=== MATERIAL SUPPLIED ===

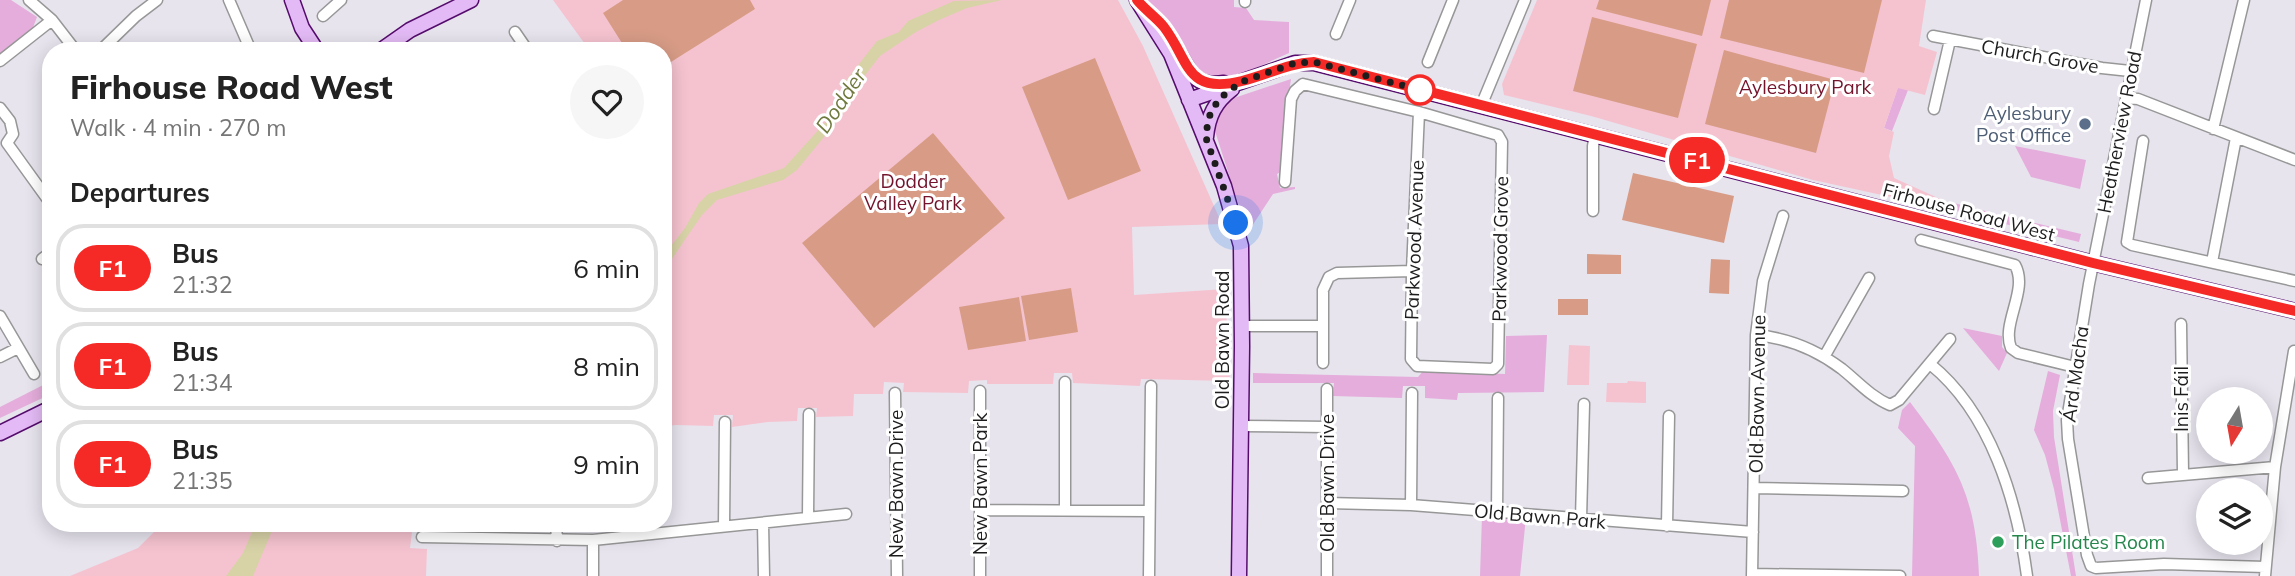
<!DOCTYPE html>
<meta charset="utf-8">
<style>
:root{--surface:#fff;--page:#f6f6f6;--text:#222;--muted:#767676;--line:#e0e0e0}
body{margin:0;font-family:Mulish,sans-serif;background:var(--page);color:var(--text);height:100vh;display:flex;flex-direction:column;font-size:26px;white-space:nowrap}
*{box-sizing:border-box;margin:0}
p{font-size:23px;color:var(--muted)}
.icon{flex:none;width:38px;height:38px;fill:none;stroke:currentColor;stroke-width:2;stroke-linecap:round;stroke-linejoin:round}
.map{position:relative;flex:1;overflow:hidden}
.drawer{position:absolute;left:42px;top:42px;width:630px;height:490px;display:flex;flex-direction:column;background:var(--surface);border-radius:28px;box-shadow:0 4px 18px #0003}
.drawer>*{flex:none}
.badge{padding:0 14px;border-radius:23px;font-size:24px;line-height:46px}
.needle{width:46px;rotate:191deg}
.fabs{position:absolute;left:2196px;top:387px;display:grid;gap:14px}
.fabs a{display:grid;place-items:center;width:77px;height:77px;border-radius:50%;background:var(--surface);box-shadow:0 4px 18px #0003;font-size:35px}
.you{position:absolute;width:35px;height:35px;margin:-18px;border:5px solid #fff;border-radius:50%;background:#1a73e8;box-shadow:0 0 0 10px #1a73e833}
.map>.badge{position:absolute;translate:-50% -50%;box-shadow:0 0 0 4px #fff}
h2{padding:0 28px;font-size:26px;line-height:63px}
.round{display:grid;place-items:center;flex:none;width:74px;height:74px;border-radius:37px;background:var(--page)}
.headline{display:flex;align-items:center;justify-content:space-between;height:119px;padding:0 28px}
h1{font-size:33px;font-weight:800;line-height:52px}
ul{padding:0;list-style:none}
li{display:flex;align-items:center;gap:21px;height:88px;margin:0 14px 10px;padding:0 14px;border:4px solid var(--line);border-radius:28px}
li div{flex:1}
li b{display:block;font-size:26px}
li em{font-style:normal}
li .badge{min-width:77px;font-weight:700;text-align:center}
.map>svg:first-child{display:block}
.grass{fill:#e5addc}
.park{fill:#f5c3d0}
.pitch{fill:#d89c86}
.water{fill:#d8d2a7}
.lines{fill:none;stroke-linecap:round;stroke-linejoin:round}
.street-casing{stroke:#979797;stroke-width:13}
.secondary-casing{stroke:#550c6c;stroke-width:17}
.street{stroke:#fff;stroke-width:10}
.secondary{stroke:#e3baf5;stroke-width:14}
.line-casing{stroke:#fff;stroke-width:16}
.line{stroke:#f52a26;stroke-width:10}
.walk{stroke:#1d1d1d;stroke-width:7;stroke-dasharray:0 12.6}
.stop-dot{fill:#fff;stroke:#f52a26;stroke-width:3.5}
.service-dot{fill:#5c6f8a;stroke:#fff;stroke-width:2.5}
.leisure-dot{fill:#2e9e5b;stroke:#fff;stroke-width:2.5}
.labels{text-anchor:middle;stroke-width:6;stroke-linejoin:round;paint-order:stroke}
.street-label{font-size:19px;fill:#1d1d1d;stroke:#fff}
.park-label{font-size:19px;fill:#73132c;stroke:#fff}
.service-label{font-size:19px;fill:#4e5e75;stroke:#fff;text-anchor:end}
.leisure-label{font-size:19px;fill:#27864d;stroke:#fff;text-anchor:start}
.water-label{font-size:21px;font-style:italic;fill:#70793d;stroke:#fff}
</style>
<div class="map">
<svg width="2295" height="576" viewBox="0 0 2295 576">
<rect width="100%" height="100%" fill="#e7e4ee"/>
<path class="grass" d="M 0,0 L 11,0 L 37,17 L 32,30 L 0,55 Z
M 1144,0 L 1234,0 L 1234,7 L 1246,8 L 1254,20 L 1289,22 L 1289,53 C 1261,65 1235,81 1204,79 Z
M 1291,79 L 1283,134 L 1282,171 L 1277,174 L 1280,188 L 1295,187 L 1295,189 L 1273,194 L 1252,226 L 1245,225 L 1214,128 L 1215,114 L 1225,101 Z
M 1898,87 L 1908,90 L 1892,131 L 1884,128 Z
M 2015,146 L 2086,160 L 2080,189 L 2031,177 Z
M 1950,202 L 1997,214 L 1995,221 L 1948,209 Z
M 2002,215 L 2081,234 L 2079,242 L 2001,223 Z
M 1963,328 L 2002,336 L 2002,347 L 2007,353 L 1999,371 Z
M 1547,335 L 1544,392 L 1458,393 L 1457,400 L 1425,398 L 1425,386 L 1403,386 L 1402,398 L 1333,396 L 1334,383 L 1253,383 L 1253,373 L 1418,377 L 1423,371 L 1505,374 L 1506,336 Z
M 2048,371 L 2060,375 L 2053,411 L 2054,437 L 2076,576 L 2071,576 L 2054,489 L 2045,455 L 2034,430 Z
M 51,381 L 51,394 L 0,418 L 0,407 Z
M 1910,402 C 1957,464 1976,496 1979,576 L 1912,576 L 1915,446 L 1898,428 L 1902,410 Z
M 1482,516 L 1526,517 L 1520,576 L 1480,576 Z"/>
<path class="park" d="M 553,0 L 1118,0 L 1143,46 L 1222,224 L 1132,227 L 1134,295 L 1225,289 L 1230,381 L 1141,379 L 1140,386 L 1073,383 L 1072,373 L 1054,373 L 1053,384 L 987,384 L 987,380 L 969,381 L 968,393 L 903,392 L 904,383 L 884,382 L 883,394 L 854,394 L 853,416 L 816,417 L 817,408 L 798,408 L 797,421 L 768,422 L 732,427 L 733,415 L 714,415 L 713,426 L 675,425 L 663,427 L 663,51 L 590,51 Z
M 1537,0 L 1926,0 L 1919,46 L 1937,52 L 1925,95 L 1898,88 L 1884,128 L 1894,132 L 1889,156 L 1894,178 L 1947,202 L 1946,209 L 1813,180 L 1591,116 L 1504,95 L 1502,84 Z
M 1569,345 L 1590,346 L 1589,385 L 1567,385 Z
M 1628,381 L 1646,382 L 1646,403 L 1606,402 L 1607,383 L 1627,383 Z
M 163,523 L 424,523 L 413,524 L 410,548 L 427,549 L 426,576 L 70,576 L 138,548 Z"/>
<path class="pitch" d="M 623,0 L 750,0 L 755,9 L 663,67 L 663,51 L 627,51 L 603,13 Z
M 1599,0 L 1711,0 L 1702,36 L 1596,9 Z
M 1729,0 L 1882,0 L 1864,73 L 1720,38 Z
M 1592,17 L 1697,44 L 1678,118 L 1573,91 Z
M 1724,50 L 1835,80 L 1816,153 L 1705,124 Z
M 1095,58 L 1141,171 L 1068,200 L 1022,87 Z
M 933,133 L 1005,218 L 874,328 L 802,243 Z
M 1633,173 L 1734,196 L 1724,243 L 1622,220 Z
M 1587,254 L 1621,255 L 1621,274 L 1587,274 Z
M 1711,259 L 1730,260 L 1729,294 L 1709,293 Z
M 1071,288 L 1078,332 L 1029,340 L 1021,296 Z
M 1019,297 L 1026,341 L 968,350 L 959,307 Z
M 1558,299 L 1588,299 L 1588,315 L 1558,315 Z"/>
<path class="water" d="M 1002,0 L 967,8 L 939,20 L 916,32 L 880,56 L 849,96 L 842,115 L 797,170 L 783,180 L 717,200 L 702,215 L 663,272 L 663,256 L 685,228 L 699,203 L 708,194 L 784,168 L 831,116 L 844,83 L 877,41 L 899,32 L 908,21 L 954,1 Z
M 256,523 L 278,523 L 272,531 L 253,576 L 226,576 L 243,553 Z"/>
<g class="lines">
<g class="street-casing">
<path id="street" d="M 29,0 L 52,20 L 76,51
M 229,0 L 251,51
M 2146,0 L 2089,284 L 2067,420 L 2068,439 L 2087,555 L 2091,566 L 2096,568 L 2164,564 L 2265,567
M 1245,2 L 1245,0
M 323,16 L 341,0
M 515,32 L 528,51
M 1336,34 L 1350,0
M 1933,36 L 2102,68 L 2130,71
M 100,51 L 136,16 L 157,0
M 0,61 L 52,20
M 1428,62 L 1453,0
M 2126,98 L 2138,99 L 2295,160
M 1481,106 L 1525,0
M 0,108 L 10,121 L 13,134 L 7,143 L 51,204
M 1934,109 L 1950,40
M 2213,129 L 2244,0
M 2143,141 L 2127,242 L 2132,245 L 2295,281
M 1285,182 L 1291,99 L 1295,91 L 1303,84 L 1419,112 L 1498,135 L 1502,142 L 1498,364 L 1493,369 L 1417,366 L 1411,359 L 1412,271 L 1419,112
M 1593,211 L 1593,146 L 1595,134
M 1921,240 L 2015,265 C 2029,290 2001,323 2011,348 L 2018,353 L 2075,367
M 42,259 L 51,252
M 2212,262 L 2236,138
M 0,316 L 34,374
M 2181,324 L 2183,474
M 1242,326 L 1322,326
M 1756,335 C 1787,338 1817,350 1842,369 C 1857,381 1871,397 1890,405 L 1899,400 L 1950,339
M 0,357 L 18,348
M 1824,357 L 1869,278
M 1323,363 L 1323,290 L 1329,277 L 1337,273 L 1412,271
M 1930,364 C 1991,413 2017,501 2027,576
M 1065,382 L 1065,511
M 895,393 L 897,576
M 1241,426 L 1327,427
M 2148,478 L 2275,467
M 1754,488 L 1903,491
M 1327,503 L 1411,505 L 1753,532
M 1411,505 L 1412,393
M 981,510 L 1149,511
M 1497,512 L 1498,398
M 808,517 L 809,414
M 1581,519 L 1584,404
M 556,523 L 557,541
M 763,523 L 764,576
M 724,526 L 725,422
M 1667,526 L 1669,416
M 422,537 L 593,540 L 846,514
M 593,540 L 593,576
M 1752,574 L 1900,576
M 980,576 L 980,391
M 1149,576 L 1151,386
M 1327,576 L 1327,389
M 1752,576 L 1756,335 L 1763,281 L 1783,216
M 2265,576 L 2275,467 L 2294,351"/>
</g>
<g class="secondary-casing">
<path id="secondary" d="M 292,0 L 302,28 L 317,51
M 1137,0 L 1171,54 L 1224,186 L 1241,246 L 1242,346 L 1239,576
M 380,51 L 410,30 L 471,0
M 1179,53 C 1191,75 1196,87 1224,83
M 1189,100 L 1295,63 L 1314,63 L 2093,263 L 2295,311
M 1206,137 C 1208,116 1215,102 1232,89
M 0,433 L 51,408"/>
</g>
<use href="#street" class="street"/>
<use href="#secondary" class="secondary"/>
</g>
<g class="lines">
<g class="line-casing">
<path id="line" d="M 1137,0 C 1145,10 1156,17 1164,27 C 1190,61 1185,95 1242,81 C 1267,75 1288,63 1314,62 L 2093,263 L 2295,311"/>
</g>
<use href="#line" class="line"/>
<path class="walk" d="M 1236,223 L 1206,138 L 1208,119 L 1214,107 L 1220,98 L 1241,82 L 1295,63 L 1314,62 L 1420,90"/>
</g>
<circle class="stop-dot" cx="1420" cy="90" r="14"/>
<circle class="service-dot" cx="2085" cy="124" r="7"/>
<circle class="leisure-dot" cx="1998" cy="542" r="7"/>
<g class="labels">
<g class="street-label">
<text transform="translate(2040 56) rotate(10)" y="7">Church Grove</text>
<text transform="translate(2119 132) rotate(-79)" y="7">Heatherview Road</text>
<text transform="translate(1969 212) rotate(15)" y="7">Firhouse Road West</text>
<text transform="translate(1414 240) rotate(-88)" y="7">Parkwood Avenue</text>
<text transform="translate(1500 249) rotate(-89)" y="7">Parkwood Grove</text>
<text transform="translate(1222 340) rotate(-90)" y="7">Old Bawn Road</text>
<text transform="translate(2075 374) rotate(-82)" y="7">Árd Macha</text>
<text transform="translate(1757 394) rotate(-89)" y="7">Old Bawn Avenue</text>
<text transform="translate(2181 399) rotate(-90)" y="7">Inis Fáil</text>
<text transform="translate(1327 483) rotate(-90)" y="7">Old Bawn Drive</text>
<text transform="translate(896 484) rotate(-90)" y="7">New Bawn Drive</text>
<text transform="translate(980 484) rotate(-90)" y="7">New Bawn Park</text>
<text transform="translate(1540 516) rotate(5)" y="7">Old Bawn Park</text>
</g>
<g class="park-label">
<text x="1805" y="94">Aylesbury Park</text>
<text x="913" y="188">Dodder<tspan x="913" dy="22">Valley Park</tspan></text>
</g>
<g class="service-label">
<text x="2071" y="120">Aylesbury<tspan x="2071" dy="22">Post Office</tspan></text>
</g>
<g class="leisure-label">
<text x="2012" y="549">The Pilates Room</text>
</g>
<g class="water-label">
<text transform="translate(841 101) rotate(-56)" y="7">Dodder</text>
</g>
</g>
</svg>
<div class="fabs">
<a><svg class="needle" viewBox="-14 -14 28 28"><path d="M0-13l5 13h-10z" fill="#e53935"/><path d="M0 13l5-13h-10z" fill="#767676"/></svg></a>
<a><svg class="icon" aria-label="layers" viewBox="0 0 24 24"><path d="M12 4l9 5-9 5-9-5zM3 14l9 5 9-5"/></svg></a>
</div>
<div class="you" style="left:1236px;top:223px"></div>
<b class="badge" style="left:1697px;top:160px;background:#f52a26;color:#fff">F1</b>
<section class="drawer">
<div class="headline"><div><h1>Firhouse Road West</h1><p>Walk · 4 min · 270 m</p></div><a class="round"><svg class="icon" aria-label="heart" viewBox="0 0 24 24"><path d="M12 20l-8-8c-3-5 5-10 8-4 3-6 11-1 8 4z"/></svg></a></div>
<h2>Departures</h2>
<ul>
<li><span class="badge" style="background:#f52a26;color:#fff">F1</span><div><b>Bus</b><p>21:32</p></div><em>6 min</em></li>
<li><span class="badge" style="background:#f52a26;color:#fff">F1</span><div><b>Bus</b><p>21:34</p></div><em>8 min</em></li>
<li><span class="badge" style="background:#f52a26;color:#fff">F1</span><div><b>Bus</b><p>21:35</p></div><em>9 min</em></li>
</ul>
</section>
</div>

===

ACTIVITY:
Check each line of the entries above, and show every one holding the word "margin".

SOLUTION FOR THIS TASK:
body{margin:0;font-family:Mulish,sans-serif;background:var(--page);color:var(--text);height:100vh;display:flex;flex-direction:column;font-size:26px;white-space:nowrap}
*{box-sizing:border-box;margin:0}
.you{position:absolute;width:35px;height:35px;margin:-18px;border:5px solid #fff;border-radius:50%;background:#1a73e8;box-shadow:0 0 0 10px #1a73e833}
li{display:flex;align-items:center;gap:21px;height:88px;margin:0 14px 10px;padding:0 14px;border:4px solid var(--line);border-radius:28px}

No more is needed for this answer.